Lever 5: Batch API for Async Workloads (saves 50% flat)

If your use case tolerates 24-hour turnaround (document processing, overnight report generation, batch classification), use the OpenAI Batch API or Anthropic Message Batches. Both offer a 50% discount over synchronous calls with identical quality. For 500K document processing scenarios, this alone saves ~$5,000–$6,000/month.

9. Build vs. Buy vs. Fine-Tune — The Honest Matrix

Option Upfront Cost Ongoing Cost Control Time-to-Production When to Choose
API (off-the-shelf) Low ($0) High (per-token) Low Days–weeks MVP, uncertain volume, general tasks
Fine-tuned hosted model Medium ($2K–$20K) Medium (reduced tokens) Medium 4–8 weeks Domain-specific tasks, consistent format, 10M+ tokens/month
Self-hosted open model High ($20K–$100K infra setup) Predictable (GPU instances) High 8–16 weeks Data sovereignty, regulated industries, >1B tokens/month
Distilled/quantised model High (distillation pipeline) Low (cheap inference) Very High 12–24 weeks Edge deployment, offline use, extreme cost sensitivity

The crossover point for self-hosting versus API: if your monthly API spend exceeds ~$8,000–$12,000 and your task is well-defined enough for a specialised model, self-hosting (or fine-tuning on a cheaper tier) typically breaks even within 6–9 months. Below that threshold, the engineering overhead rarely justifies it.

The Bottom Line

The question "how much does it cost to deploy an LLM?" has no universal answer — but it has a rigorous one once you define your request volume, token profile, latency requirements, and quality bar. I've watched companies spend $200K/year on a system that should cost $40K, and I've watched others under-invest in observability and pay for it in silent quality degradation.

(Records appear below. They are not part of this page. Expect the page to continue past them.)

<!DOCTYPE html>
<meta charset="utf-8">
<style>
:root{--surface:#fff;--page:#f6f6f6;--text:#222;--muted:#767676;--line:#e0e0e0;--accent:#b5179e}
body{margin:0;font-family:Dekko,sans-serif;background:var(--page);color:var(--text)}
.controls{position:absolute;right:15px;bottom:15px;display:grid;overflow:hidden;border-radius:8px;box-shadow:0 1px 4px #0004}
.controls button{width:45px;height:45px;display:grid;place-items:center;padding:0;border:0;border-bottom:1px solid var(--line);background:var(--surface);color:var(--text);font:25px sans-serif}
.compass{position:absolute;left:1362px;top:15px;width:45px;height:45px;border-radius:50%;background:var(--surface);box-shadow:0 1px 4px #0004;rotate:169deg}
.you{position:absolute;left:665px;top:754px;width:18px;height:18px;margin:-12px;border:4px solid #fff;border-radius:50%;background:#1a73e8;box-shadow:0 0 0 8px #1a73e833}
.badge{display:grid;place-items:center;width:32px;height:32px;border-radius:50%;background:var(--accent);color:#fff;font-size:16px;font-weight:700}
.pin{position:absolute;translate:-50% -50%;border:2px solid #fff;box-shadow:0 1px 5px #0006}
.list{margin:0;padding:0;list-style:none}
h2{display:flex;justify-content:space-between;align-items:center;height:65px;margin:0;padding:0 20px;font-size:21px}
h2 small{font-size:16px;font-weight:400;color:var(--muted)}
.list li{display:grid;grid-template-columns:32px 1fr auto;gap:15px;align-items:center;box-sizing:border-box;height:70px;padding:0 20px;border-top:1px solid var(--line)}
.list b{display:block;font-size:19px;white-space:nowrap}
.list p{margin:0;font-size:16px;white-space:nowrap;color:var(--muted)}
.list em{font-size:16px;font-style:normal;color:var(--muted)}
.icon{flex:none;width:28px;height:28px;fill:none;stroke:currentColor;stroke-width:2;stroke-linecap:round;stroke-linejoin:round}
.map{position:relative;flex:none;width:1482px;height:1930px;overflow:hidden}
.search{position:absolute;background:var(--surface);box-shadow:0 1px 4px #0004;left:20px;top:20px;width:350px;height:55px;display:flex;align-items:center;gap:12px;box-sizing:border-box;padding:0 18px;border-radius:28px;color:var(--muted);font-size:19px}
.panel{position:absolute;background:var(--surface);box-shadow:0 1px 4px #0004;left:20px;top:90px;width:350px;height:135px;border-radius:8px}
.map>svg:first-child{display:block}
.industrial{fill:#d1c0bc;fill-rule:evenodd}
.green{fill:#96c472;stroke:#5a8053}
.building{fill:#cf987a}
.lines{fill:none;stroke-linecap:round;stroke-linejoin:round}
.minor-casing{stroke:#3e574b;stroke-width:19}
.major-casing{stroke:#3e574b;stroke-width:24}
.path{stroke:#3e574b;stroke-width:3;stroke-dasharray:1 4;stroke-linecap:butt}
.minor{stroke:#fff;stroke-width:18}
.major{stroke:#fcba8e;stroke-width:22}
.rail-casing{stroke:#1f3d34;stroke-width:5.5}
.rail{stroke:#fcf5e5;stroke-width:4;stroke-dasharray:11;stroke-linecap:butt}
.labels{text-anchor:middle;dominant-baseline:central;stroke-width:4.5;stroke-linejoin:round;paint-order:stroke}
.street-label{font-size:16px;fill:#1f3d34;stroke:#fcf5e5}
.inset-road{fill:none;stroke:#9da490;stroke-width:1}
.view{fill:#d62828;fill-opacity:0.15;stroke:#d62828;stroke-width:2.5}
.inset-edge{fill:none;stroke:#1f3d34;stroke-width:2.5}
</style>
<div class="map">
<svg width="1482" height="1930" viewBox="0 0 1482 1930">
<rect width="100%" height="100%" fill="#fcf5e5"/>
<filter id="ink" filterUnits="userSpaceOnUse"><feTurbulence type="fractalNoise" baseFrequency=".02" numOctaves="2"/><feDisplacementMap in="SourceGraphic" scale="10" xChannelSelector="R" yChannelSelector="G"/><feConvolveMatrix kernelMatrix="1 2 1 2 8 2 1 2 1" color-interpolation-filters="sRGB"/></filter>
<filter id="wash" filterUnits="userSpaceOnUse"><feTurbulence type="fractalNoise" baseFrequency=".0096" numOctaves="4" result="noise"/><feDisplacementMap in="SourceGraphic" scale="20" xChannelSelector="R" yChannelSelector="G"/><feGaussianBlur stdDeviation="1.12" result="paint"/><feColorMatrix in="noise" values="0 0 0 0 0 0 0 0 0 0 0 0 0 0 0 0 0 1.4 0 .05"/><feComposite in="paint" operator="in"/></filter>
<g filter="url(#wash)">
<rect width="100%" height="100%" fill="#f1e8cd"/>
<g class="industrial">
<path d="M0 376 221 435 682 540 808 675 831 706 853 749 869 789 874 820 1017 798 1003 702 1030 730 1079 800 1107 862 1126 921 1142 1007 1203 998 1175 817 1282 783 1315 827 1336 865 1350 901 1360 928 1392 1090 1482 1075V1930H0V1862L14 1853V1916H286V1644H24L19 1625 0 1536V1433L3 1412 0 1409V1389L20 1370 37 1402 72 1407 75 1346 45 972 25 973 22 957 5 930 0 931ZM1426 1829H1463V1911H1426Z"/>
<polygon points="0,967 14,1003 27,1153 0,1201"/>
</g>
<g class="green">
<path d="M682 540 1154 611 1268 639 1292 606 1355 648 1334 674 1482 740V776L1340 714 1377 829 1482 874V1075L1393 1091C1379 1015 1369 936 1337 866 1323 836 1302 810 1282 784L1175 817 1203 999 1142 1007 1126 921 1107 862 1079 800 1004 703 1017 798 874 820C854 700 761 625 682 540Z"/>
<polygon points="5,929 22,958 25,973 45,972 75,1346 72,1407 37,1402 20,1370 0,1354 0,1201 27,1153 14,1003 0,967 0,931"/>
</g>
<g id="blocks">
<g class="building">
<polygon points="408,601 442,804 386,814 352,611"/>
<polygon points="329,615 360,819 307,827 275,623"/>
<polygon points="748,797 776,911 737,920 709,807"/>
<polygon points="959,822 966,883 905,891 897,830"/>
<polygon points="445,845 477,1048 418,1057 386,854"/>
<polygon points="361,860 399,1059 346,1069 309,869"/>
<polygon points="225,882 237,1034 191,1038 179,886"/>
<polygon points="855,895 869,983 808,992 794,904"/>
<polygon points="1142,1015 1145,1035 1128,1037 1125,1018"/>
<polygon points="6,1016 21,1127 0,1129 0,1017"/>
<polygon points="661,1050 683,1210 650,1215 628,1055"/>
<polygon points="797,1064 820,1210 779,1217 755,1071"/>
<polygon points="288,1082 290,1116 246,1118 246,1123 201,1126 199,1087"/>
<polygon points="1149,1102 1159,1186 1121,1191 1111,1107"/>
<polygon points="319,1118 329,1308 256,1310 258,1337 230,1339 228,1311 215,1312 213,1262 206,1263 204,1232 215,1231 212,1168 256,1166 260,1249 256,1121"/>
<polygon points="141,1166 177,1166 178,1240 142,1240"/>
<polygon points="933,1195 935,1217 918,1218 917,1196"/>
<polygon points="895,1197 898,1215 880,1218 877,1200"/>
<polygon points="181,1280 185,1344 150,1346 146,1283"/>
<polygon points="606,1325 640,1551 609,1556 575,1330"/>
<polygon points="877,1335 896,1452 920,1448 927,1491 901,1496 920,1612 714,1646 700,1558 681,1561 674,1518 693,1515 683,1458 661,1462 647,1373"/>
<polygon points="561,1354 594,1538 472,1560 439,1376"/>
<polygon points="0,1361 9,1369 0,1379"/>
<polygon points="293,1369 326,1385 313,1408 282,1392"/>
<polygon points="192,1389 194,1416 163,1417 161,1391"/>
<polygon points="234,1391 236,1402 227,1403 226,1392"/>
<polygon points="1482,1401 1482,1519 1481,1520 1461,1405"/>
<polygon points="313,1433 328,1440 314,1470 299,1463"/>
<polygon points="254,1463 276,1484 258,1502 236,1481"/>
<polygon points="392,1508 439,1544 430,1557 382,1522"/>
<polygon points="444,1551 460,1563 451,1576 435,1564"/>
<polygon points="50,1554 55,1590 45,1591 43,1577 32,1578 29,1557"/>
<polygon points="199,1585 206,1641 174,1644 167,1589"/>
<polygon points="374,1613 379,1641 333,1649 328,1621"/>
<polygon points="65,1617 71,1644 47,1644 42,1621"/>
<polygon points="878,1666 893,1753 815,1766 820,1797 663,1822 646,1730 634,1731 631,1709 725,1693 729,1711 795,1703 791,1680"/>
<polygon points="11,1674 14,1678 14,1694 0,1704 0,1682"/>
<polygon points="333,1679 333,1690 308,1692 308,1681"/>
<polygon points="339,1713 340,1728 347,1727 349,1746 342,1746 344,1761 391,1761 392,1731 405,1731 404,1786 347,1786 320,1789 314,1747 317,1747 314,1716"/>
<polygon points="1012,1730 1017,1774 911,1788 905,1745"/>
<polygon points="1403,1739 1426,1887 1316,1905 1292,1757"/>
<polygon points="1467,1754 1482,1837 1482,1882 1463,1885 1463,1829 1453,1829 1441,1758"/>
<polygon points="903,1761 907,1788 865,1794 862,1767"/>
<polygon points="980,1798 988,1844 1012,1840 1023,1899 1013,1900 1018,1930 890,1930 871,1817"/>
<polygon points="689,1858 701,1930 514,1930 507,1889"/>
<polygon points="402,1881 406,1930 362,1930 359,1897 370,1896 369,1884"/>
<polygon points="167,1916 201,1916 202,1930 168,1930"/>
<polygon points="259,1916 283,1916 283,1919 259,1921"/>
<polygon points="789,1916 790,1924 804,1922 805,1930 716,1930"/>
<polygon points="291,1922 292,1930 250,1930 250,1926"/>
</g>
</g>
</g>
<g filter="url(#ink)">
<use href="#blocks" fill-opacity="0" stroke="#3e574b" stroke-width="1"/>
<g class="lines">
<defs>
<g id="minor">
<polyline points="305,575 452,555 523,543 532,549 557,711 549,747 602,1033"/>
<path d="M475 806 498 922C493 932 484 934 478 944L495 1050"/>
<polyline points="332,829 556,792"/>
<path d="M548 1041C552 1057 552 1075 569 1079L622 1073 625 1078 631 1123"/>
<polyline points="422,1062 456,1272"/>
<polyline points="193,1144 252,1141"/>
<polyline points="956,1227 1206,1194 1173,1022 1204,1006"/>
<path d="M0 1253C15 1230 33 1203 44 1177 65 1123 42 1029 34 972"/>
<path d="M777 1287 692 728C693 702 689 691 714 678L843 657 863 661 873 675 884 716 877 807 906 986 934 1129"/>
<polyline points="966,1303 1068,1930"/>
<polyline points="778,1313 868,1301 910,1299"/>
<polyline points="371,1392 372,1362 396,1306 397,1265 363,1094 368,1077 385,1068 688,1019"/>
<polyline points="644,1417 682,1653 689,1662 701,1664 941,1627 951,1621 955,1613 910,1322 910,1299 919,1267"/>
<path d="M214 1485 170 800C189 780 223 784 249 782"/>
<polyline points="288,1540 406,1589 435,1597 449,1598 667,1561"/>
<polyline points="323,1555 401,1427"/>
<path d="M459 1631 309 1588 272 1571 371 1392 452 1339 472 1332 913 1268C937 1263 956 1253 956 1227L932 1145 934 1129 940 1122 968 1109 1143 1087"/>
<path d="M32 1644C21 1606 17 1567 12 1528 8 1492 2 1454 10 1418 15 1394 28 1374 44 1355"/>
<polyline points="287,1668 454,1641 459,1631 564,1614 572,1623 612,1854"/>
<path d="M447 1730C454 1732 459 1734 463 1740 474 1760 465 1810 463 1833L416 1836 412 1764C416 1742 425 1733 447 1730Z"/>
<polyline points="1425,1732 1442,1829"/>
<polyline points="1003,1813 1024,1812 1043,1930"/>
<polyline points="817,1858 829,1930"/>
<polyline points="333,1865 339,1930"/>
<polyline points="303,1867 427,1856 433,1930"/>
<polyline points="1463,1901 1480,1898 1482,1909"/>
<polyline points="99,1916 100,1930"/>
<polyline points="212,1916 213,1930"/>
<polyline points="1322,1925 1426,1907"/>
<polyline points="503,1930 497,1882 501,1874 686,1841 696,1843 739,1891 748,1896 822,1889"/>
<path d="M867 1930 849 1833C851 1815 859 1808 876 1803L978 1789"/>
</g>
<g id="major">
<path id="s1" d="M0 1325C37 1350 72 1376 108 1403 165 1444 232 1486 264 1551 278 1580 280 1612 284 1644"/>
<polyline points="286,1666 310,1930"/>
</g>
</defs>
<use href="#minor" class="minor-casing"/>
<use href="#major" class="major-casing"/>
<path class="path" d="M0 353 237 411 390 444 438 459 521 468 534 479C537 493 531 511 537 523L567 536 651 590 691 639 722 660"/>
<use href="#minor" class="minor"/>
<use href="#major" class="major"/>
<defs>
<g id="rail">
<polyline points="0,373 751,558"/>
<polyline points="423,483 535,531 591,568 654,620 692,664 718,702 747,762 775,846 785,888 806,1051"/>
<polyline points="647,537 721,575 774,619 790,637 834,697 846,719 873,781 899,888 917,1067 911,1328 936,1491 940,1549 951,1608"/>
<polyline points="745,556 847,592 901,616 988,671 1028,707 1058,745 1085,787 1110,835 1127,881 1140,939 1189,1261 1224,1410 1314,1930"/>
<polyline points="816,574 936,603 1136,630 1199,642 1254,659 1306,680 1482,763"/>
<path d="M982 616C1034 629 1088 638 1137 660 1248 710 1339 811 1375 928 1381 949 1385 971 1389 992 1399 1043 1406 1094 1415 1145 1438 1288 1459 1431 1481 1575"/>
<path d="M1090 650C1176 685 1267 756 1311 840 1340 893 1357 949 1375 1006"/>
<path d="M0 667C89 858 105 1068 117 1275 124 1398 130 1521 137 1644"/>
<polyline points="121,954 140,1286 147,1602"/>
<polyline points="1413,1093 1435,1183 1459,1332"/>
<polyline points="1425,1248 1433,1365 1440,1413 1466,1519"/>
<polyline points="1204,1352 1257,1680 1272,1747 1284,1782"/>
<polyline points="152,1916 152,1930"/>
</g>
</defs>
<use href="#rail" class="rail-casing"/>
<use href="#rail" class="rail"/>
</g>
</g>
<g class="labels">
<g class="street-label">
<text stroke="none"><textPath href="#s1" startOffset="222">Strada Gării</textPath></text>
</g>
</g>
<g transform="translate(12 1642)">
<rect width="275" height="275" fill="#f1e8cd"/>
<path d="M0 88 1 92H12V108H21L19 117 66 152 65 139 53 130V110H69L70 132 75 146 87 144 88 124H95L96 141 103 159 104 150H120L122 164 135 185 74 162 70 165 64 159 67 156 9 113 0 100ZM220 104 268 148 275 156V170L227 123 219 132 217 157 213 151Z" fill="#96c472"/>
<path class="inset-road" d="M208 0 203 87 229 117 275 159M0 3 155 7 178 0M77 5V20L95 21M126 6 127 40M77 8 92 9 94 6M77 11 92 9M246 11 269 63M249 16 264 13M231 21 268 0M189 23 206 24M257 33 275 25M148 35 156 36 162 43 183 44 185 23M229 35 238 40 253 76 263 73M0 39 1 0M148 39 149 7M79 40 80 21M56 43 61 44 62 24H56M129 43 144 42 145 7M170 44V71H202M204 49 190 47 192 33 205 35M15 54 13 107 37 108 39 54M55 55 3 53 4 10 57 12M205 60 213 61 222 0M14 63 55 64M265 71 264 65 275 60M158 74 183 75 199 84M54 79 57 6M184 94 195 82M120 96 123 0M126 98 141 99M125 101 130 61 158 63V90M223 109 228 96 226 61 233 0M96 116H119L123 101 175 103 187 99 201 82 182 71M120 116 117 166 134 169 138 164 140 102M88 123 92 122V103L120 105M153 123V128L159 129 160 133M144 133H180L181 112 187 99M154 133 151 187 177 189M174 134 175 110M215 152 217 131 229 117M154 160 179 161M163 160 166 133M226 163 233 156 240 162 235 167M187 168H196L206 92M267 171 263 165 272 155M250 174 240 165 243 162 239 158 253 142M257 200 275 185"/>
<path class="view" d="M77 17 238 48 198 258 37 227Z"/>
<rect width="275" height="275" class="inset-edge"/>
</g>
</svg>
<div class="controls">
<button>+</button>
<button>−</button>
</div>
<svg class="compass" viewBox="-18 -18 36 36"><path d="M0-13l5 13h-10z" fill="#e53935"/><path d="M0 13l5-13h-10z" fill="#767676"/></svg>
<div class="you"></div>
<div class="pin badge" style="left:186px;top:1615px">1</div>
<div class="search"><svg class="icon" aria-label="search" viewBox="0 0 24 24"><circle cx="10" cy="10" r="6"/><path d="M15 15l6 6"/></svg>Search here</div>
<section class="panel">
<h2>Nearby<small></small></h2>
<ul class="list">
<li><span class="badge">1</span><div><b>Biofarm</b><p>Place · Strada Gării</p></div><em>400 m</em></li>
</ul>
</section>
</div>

The framework above gives you enough structure to build a credible cost model before you write a line of production code. If you're a CTO or engineering leader evaluating an LLM initiative and want a second opinion on the numbers — or if you're looking for help designing a cost-efficient LLM architecture from the start — that's exactly the kind of work I do.

Transparency in AI pricing is a competitive advantage, not a risk. The teams that model costs rigorously from day one ship faster, justify budgets more easily, and avoid the invoice shock that kills otherwise promising AI programmes.